*Try it*:
Quote each line of the material verbatim, without the pictures.

*Recorded data*:
^^^^^^^^
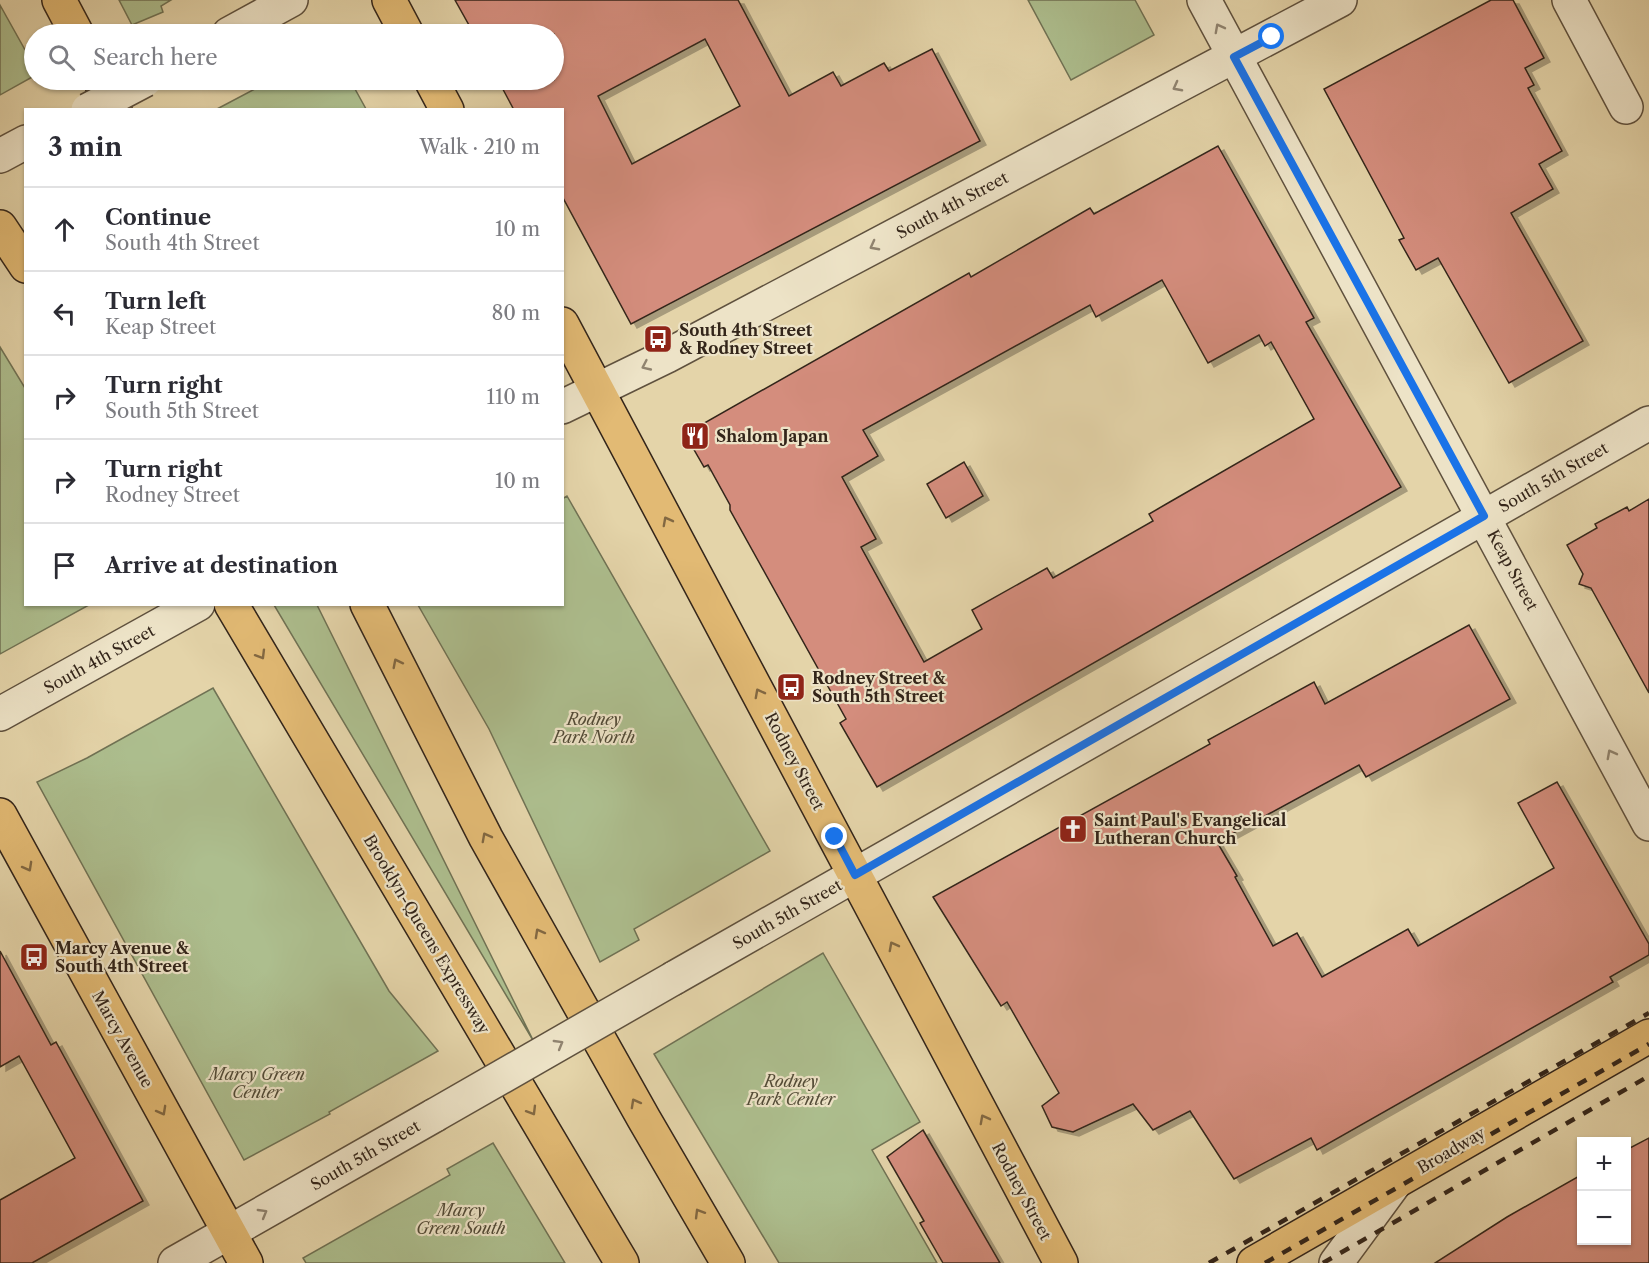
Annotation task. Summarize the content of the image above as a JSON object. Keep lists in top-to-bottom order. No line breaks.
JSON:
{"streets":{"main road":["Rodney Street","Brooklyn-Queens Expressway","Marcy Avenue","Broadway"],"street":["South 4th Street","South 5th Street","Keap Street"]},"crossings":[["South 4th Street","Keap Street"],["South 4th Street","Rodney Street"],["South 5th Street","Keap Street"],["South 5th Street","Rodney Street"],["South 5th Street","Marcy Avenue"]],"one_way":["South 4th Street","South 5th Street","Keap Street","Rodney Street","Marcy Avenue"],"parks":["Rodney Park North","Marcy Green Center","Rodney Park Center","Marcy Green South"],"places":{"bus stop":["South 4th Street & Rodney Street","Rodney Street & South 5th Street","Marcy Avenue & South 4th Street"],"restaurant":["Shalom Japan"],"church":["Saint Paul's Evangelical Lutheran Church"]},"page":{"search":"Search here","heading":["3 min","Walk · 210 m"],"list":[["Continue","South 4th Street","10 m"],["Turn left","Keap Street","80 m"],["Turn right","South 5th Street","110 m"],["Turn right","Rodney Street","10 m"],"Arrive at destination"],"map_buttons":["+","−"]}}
^^^^^^^^
*Answer to this task*:
Annotation task. Summarize the content of the image above as a JSON object. Keep lists in top-to-bottom order. No line breaks.
JSON:
{"streets":{"main road":["Rodney Street","Brooklyn-Queens Expressway","Marcy Avenue","Broadway"],"street":["South 4th Street","South 5th Street","Keap Street"]},"crossings":[["South 4th Street","Keap Street"],["South 4th Street","Rodney Street"],["South 5th Street","Keap Street"],["South 5th Street","Rodney Street"],["South 5th Street","Marcy Avenue"]],"one_way":["South 4th Street","South 5th Street","Keap Street","Rodney Street","Marcy Avenue"],"parks":["Rodney Park North","Marcy Green Center","Rodney Park Center","Marcy Green South"],"places":{"bus stop":["South 4th Street & Rodney Street","Rodney Street & South 5th Street","Marcy Avenue & South 4th Street"],"restaurant":["Shalom Japan"],"church":["Saint Paul's Evangelical Lutheran Church"]},"page":{"search":"Search here","heading":["3 min","Walk · 210 m"],"list":[["Continue","South 4th Street","10 m"],["Turn left","Keap Street","80 m"],["Turn right","South 5th Street","110 m"],["Turn right","Rodney Street","10 m"],"Arrive at destination"],"map_buttons":["+","−"]}}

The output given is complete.